▶ [Given entries]:
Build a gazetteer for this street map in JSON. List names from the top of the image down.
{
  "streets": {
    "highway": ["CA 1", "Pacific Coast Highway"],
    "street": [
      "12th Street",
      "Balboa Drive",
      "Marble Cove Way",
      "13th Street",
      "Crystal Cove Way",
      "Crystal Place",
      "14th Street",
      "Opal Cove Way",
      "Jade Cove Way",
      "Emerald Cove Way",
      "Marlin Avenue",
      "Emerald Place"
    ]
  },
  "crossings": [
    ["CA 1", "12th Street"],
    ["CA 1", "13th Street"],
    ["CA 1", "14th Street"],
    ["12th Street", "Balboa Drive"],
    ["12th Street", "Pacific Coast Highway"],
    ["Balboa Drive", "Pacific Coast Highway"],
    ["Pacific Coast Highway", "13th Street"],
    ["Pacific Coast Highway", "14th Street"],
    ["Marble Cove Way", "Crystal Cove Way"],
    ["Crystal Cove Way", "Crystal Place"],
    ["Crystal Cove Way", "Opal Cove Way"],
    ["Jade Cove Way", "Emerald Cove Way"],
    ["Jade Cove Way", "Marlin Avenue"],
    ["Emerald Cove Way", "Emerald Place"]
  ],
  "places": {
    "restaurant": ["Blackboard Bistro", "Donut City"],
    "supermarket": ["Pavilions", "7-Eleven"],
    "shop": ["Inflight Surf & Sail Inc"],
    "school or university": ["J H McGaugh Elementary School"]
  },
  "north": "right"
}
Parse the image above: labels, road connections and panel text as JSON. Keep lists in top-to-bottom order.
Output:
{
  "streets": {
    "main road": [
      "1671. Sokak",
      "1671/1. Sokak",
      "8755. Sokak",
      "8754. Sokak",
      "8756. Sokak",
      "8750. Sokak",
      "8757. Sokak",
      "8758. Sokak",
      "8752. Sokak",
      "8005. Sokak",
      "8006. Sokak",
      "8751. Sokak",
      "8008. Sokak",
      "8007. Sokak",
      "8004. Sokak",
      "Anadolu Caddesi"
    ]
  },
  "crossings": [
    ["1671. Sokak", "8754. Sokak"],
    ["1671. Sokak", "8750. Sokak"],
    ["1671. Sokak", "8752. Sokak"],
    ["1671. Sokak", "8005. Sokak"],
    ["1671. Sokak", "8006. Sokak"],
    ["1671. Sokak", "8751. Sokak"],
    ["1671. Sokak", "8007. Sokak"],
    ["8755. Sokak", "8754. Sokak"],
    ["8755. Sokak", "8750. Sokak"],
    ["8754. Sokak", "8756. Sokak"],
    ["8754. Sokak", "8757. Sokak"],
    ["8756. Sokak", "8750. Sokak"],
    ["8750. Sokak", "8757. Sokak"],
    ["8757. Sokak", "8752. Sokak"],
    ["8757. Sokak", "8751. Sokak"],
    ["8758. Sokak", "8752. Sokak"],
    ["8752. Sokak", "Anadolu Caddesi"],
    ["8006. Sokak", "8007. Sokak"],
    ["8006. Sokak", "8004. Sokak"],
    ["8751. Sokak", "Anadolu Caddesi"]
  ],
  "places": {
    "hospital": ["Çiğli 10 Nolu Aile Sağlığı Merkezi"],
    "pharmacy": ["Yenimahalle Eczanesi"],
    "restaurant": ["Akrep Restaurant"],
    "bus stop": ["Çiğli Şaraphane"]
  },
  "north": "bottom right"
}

▶ [Task statement]:
Set down the records once more, character for character.

▶ [Answer to the problem]:
Build a gazetteer for this street map in JSON. List names from the top of the image down.
{
  "streets": {
    "highway": ["CA 1", "Pacific Coast Highway"],
    "street": [
      "12th Street",
      "Balboa Drive",
      "Marble Cove Way",
      "13th Street",
      "Crystal Cove Way",
      "Crystal Place",
      "14th Street",
      "Opal Cove Way",
      "Jade Cove Way",
      "Emerald Cove Way",
      "Marlin Avenue",
      "Emerald Place"
    ]
  },
  "crossings": [
    ["CA 1", "12th Street"],
    ["CA 1", "13th Street"],
    ["CA 1", "14th Street"],
    ["12th Street", "Balboa Drive"],
    ["12th Street", "Pacific Coast Highway"],
    ["Balboa Drive", "Pacific Coast Highway"],
    ["Pacific Coast Highway", "13th Street"],
    ["Pacific Coast Highway", "14th Street"],
    ["Marble Cove Way", "Crystal Cove Way"],
    ["Crystal Cove Way", "Crystal Place"],
    ["Crystal Cove Way", "Opal Cove Way"],
    ["Jade Cove Way", "Emerald Cove Way"],
    ["Jade Cove Way", "Marlin Avenue"],
    ["Emerald Cove Way", "Emerald Place"]
  ],
  "places": {
    "restaurant": ["Blackboard Bistro", "Donut City"],
    "supermarket": ["Pavilions", "7-Eleven"],
    "shop": ["Inflight Surf & Sail Inc"],
    "school or university": ["J H McGaugh Elementary School"]
  },
  "north": "right"
}
Parse the image above: labels, road connections and panel text as JSON. Keep lists in top-to-bottom order.
Output:
{
  "streets": {
    "main road": [
      "1671. Sokak",
      "1671/1. Sokak",
      "8755. Sokak",
      "8754. Sokak",
      "8756. Sokak",
      "8750. Sokak",
      "8757. Sokak",
      "8758. Sokak",
      "8752. Sokak",
      "8005. Sokak",
      "8006. Sokak",
      "8751. Sokak",
      "8008. Sokak",
      "8007. Sokak",
      "8004. Sokak",
      "Anadolu Caddesi"
    ]
  },
  "crossings": [
    ["1671. Sokak", "8754. Sokak"],
    ["1671. Sokak", "8750. Sokak"],
    ["1671. Sokak", "8752. Sokak"],
    ["1671. Sokak", "8005. Sokak"],
    ["1671. Sokak", "8006. Sokak"],
    ["1671. Sokak", "8751. Sokak"],
    ["1671. Sokak", "8007. Sokak"],
    ["8755. Sokak", "8754. Sokak"],
    ["8755. Sokak", "8750. Sokak"],
    ["8754. Sokak", "8756. Sokak"],
    ["8754. Sokak", "8757. Sokak"],
    ["8756. Sokak", "8750. Sokak"],
    ["8750. Sokak", "8757. Sokak"],
    ["8757. Sokak", "8752. Sokak"],
    ["8757. Sokak", "8751. Sokak"],
    ["8758. Sokak", "8752. Sokak"],
    ["8752. Sokak", "Anadolu Caddesi"],
    ["8006. Sokak", "8007. Sokak"],
    ["8006. Sokak", "8004. Sokak"],
    ["8751. Sokak", "Anadolu Caddesi"]
  ],
  "places": {
    "hospital": ["Çiğli 10 Nolu Aile Sağlığı Merkezi"],
    "pharmacy": ["Yenimahalle Eczanesi"],
    "restaurant": ["Akrep Restaurant"],
    "bus stop": ["Çiğli Şaraphane"]
  },
  "north": "bottom right"
}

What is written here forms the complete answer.